The following topics explain the concepts behind the RSX 3D Developer's Kit. They discuss 3D audio rendering, explain the sound emitter model, describe RSX 3D's support for coordinate systems and units, and introduce you to the RSX 3D library interfaces for rendering 3D audio:


Audio Rendering

RSX 3D's support for audio rendering follows a similar model to that used by high-level graphical rendering engines. A typical graphical 3D application describes a scene with objects and defines a view of the scene by specifying a camera. When components in the scene change, the application informs the rendering engine, and the application renders a new image from the defined camera's perspective.

Similarly, an application describes an audio scene with sound source objects called emitters and defines an audio view of the scene by specifying a listener. When the emitters change position or orientation, or when the listener moves, the application renders a new audio view from the listener's perspective.

RSX 3D provides interfaces to define two types of listeners and two types of emitters: direct and streaming listeners and cached and streaming emitters.

A direct listener allows RSX 3D to output sound to a standard audio interface. A streaming listener provides access to processed buffers from RSX 3D. Both allow you to define a listener and control its position and orientation in the audio environment.

Cached emitters are file-based sound sources. Streaming emitters require buffers and let your application process real-time data. When you create an emitter, you assign it a specific sound, much like you would assign lighting and texture properties to a polygon. You bring sounds to life by controlling when they start and stop and by adjusting their volume and tone.

Like graphical objects, you place and orient sounds in 3D space. You can adjust other properties, such as the definition of ambient and directional sound regions to achieve the desired rendering effect.

When you finish defining listeners and emitters, the RSX 3D library can begin an audio rendering of the scene. For best results, keep the audio environment consistent with the graphical environment. When objects move, both the graphical and audio rendering engines need updating. Likewise when the view of the scene changes, the camera and listener position need updating.


Sound Emitter Model

RSX 3D models an emitter in terms of two concentric elliptical regions. These two ellipses describe an ambient regionand an attenuation region. The shape of these ellipses can be adjusted to vary the directionality of the emitter. Figure 1 shows the elliptical sound model.

The inner ellipse, identified by a minimum front range and minimum back range, defines an ambient region. The ambient region maintains a constant, maximum intensity relative to the given sound. The outer ellipse, identified by the maximum front range and maximum back range, defines the attenuation region. Within this region, audio is localized, and the intensity decreases logarithmically. Beyond the outer ellipse, the intensity is zero.


Figure 1. Elliptical Sound Model

NOTE. The 2D sound emitter model description represents a simplification of the 3D elliptical model. To envision the 3D sound emitter model, rotate the 2D model on its directional axis.

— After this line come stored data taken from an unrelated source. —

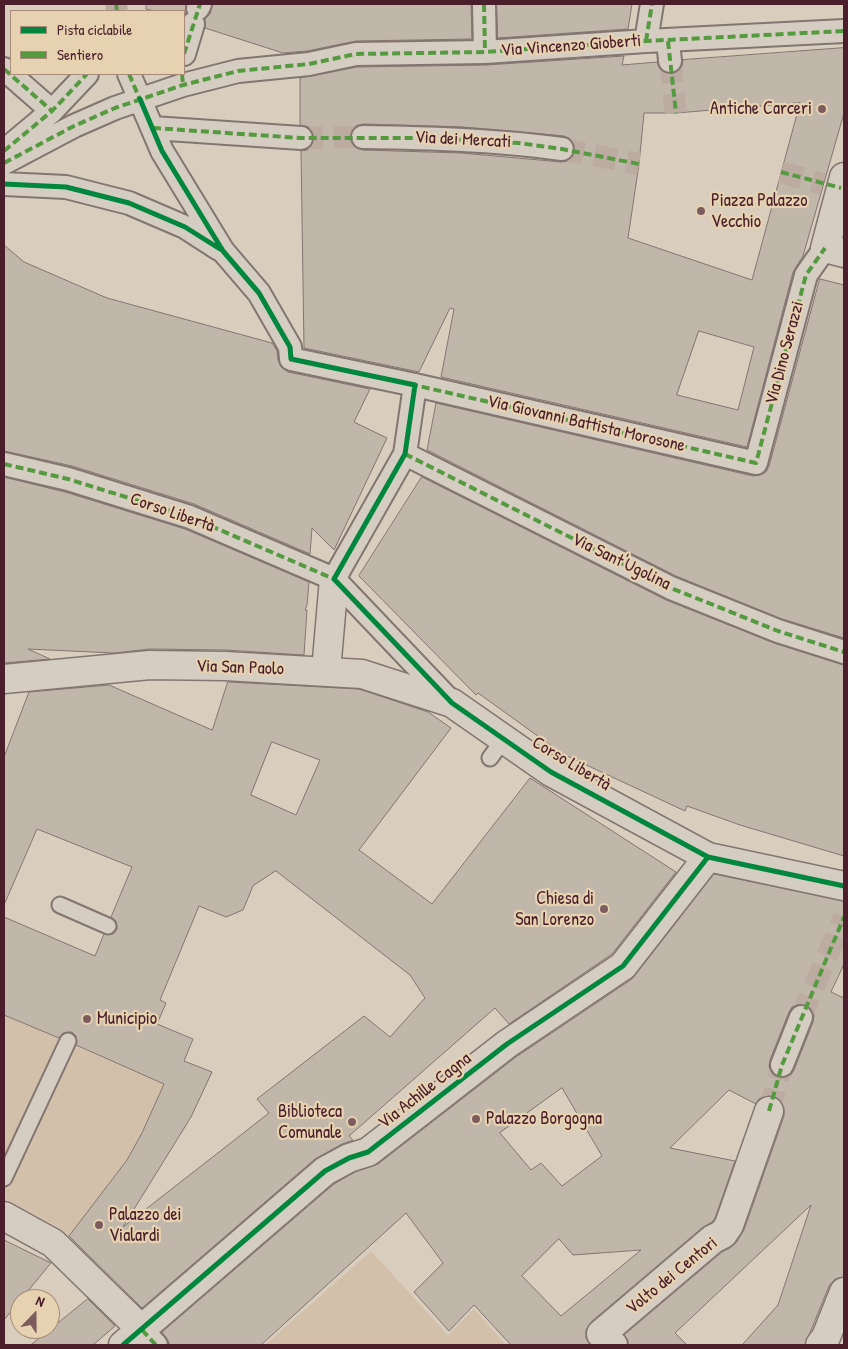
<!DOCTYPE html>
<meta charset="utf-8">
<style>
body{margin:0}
#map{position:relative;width:848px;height:1349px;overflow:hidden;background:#d9cebd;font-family:"Patrick Hand",sans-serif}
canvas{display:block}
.frame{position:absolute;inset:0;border:5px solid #4a1f2b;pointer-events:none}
.legend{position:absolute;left:10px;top:10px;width:175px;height:65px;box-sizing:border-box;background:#e6d2b0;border:1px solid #a88a7b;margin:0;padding:6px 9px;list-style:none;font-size:15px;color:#4a1f2b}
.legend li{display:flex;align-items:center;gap:10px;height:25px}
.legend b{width:25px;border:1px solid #a88a7b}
.north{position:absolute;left:10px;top:1289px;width:50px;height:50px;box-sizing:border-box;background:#e6d2b0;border:1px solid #a88a7b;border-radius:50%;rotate:22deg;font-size:14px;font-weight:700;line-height:20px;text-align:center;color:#4a1f2b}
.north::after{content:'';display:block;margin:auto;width:18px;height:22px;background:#7c5c5e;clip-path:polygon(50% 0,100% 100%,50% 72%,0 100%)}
</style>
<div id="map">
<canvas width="848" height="1349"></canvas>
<div class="frame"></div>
<ul class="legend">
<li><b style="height:6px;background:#00873e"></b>Pista ciclabile</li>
<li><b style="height:6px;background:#559a41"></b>Sentiero</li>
</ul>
<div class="north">N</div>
</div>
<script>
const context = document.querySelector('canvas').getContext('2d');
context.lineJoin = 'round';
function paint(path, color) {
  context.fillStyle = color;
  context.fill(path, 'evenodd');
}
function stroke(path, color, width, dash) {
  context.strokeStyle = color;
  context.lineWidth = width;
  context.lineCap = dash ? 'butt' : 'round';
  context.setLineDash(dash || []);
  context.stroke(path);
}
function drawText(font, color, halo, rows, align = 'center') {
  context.font = font + ' "Patrick Hand",sans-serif';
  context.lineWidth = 4.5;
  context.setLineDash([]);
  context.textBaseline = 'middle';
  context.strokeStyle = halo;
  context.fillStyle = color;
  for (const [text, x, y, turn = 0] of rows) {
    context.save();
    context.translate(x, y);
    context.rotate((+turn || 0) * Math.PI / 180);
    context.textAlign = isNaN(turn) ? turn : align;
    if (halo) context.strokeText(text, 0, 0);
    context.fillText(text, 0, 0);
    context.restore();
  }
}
const green = new Path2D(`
 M4 1015 164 1084 142 1133 127 1160 69 1236 56 1226 4 1198Z
 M371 1251 448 1335 474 1309 506 1345H265Z`);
const building = new Path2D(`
 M147 4H186V13L184 15V11H154L146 9Z
 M213 4H471L472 39 356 41 307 51 283 53 205 28V19L210 14Z
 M497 4H632L628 29 498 38Z
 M844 48V113L803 256 793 272 747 447 441 377 454 309 450 308 419 372 304 348 301 151 307 150 312 146 314 138 313 132 309 127 300 125V78L357 67 486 65 624 56 622 65 657 62 660 69 664 73 671 74 678 71 682 66 683 60ZM800 103 752 280 628 238 639 164 644 113H676ZM363 124 463 127 564 136 570 139 574 143 575 150 572 157 568 161 561 162 462 153 363 150 357 148 352 144 350 136 352 131 356 126ZM699 331 754 347 738 410 677 395Z
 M4 245 24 262 107 298 272 343 277 351 278 360 281 367 288 372 370 389 354 422 387 438 334 550 312 528 310 554 194 504 72 466 4 451Z
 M820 279 844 285V638L782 619 676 576 427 450 436 403 753 476 760 475 766 472 769 466Z
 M4 477 65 492 185 529 309 582 307 605 305 610H307L304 655 225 650 150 649 114 653 28 649 50 659 4 663Z
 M422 477 666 600 774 643 844 665V856L740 825 687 806 685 811 552 749 553 747 478 693 476 695 359 576Z
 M228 682 359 689 428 712 451 728 359 850 432 904 530 778 676 872 612 954 509 1024 495 1008 349 1136 353 1140 342 1144 315 1159 142 1308 69 1236 127 1160 142 1133 164 1084 76 1045V1036L72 1032 63 1033 59 1038 4 1015V917L95 956 104 934H113L117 929 116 921 111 917 132 867 37 829 4 905V757L29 692 109 685 212 730ZM272 742 320 760 296 815 251 795ZM276 871 410 975 425 998 390 1037 364 1016 257 1099 269 1113 123 1227 191 1117 212 1072 184 1061 193 1039 157 1024 166 1003 160 1000 199 906 226 917 243 910 253 886Z
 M714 874 844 901V964L831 992 844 998V1277L835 1279 829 1286 805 1345H742L778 1305 811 1205 675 1333 687 1345H628V1340L624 1335 722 1252 730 1248 736 1243 744 1230 784 1116V1109L781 1101 774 1096H766L759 1099 756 1104 729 1090 670 1148 735 1161 715 1218 712 1222 703 1227 591 1322 586 1330V1338L590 1345H511L474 1305 449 1331 414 1292 443 1263 406 1213 261 1345H169V1342L162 1332 334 1184 355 1172 378 1164 516 1057 632 979ZM799 1004 805 1005 811 1008 814 1015 813 1022 794 1070 790 1076 784 1078 778 1077 771 1073 769 1066 770 1060 789 1012 792 1007ZM562 1088 602 1156 562 1186 541 1163 531 1170 500 1133ZM559 1239 573 1255 641 1250 561 1316 522 1276Z
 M4 1240 51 1263 4 1320Z
 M88 1299 115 1326 93 1345H31Z`);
const pedestrianTunnel = new Path2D(`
 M116 4 117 11
 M670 61 676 113
 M301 138 363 137
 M562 149 639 164
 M781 172 823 184
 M801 1017 844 917
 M769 1111 782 1065`);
const service = new Path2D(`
 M490 758 504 739
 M60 905 108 926
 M4 1178 68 1041`);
const pedestrian = new Path2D(`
 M484 4 485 52
 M198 8 200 4
 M646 41 652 4
 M668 41 670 61
 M184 54 193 24
 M4 69 52 111
 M129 74 162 151 223 251 259 293 290 347 291 359 415 385 756 463 806 275 825 248
 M153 128 301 138
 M363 137C430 138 496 140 562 149
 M4 151 52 111 87 74
 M4 163 74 126 115 108 183 85 238 71 309 64 356 54 485 52 646 41 844 31
 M4 184 66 187 129 203 185 227 219 249
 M405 454 671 588 778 631 844 652
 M4 464 68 479 190 517 334 579 452 703
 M334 579 405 454 415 385
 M782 1065 801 1017
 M142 1330 156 1345`);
const minor = new Path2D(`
 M844 177 825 248 844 253
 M326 671 334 579
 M4 679 150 665 225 666 362 674 452 703 551 772 708 857 844 886
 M4 1216 53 1243 142 1330
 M123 1345 325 1171 349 1158 368 1152 507 1044 623 966 708 857
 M613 1345 601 1334 713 1239 723 1234 729 1225 769 1111
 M820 1345 826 1337 844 1292`);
const quiet = new Path2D(`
 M116 4 117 11
 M484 4 485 52
 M646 41 652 4
 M668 41 676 113
 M184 54 200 4
 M4 69 52 111
 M129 74 141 102
 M182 74 183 85
 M153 128 301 138H431L519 143 562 149 639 164
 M4 151 52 111 87 74
 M4 163 74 126 115 108 183 85 238 71 309 64 356 54 485 52 646 41 844 31
 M781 172 841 188
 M410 384 756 463 806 275 825 248
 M405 454 671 588 778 631 844 652
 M4 464 68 479 190 517 334 579 336 582
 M769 1111 782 1065 844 917
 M142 1330 156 1345`);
const cycleway = new Path2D(`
 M140 99 162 151 223 251 259 293 290 347 291 359 415 385 405 454 334 579 452 703 551 772 708 857 844 886
 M4 184 66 187 129 203 185 227 220 249
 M123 1345 325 1171 349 1158 368 1152 507 1044 623 966 708 857`);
const markers = [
 [822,109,5,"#7c5c5e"],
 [701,211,5,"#7c5c5e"],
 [604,909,5,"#7c5c5e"],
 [87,1019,5,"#7c5c5e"],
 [476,1119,5,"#7c5c5e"],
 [352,1122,5,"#7c5c5e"],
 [99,1225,5,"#7c5c5e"]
];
const streetNames = [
 ["Via Vincenzo Gioberti",571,46,-4],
 ["Via dei Mercati",463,140,3],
 ["Via Dino Serazzi",785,353,-75],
 ["Via Giovanni Battista Morosone",586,424,13],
 ["Corso Libertà",172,513,19],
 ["Via Sant'Ugolina",621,562,26],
 ["Via San Paolo",240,668,2],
 ["Corso Libertà",571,764,31],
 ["Via Achille Cagna",425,1091,-38],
 ["Volto dei Centori",672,1276,-39]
];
const poiNames = [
 ["Antiche Carceri",812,109,"right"],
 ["Piazza Palazzo",711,201],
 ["Vecchio",711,222],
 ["Chiesa di",594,899,"right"],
 ["San Lorenzo",594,920,"right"],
 ["Municipio",97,1019],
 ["Biblioteca",342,1112,"right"],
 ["Comunale",342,1133,"right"],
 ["Palazzo Borgogna",486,1119],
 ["Palazzo dei",109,1215],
 ["Vialardi",109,1236]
];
paint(green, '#d2c0aa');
paint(building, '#c0b6aa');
stroke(building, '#837570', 1);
stroke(pedestrianTunnel, '#bcaba0', 22, [22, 11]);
stroke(service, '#837570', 19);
stroke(pedestrian, '#837570', 26);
stroke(minor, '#837570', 31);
stroke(service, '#d5cdc1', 15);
stroke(pedestrian, '#d5cdc1', 22);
stroke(minor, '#d5cdc1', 28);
stroke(quiet, '#559a41', 4, [8, 4]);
stroke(cycleway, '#00873e', 5);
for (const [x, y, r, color] of markers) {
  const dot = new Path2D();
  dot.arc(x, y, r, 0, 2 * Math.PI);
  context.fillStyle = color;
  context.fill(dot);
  stroke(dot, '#e6d2b0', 2);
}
drawText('18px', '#4a1f2b', '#e6d2b0', streetNames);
drawText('18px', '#4a1f2b', '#e6d2b0', poiNames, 'left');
</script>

Figure 2 shows an emitter's attenuation as a function of its distance from the listener. The inner ellipse defines the ambient region. The sound intensity in the ambient region is a constant maximum value. The outer ellipse, defines the limit of the attenuation region.

The sound intensity in the attenuation region drops from the maximum value, which occurs along the border of the ambient region, to -20dB at the border of the attenuation region. Beyond the outer ellipse, the attenuation is infinite, yielding an intensity of zero.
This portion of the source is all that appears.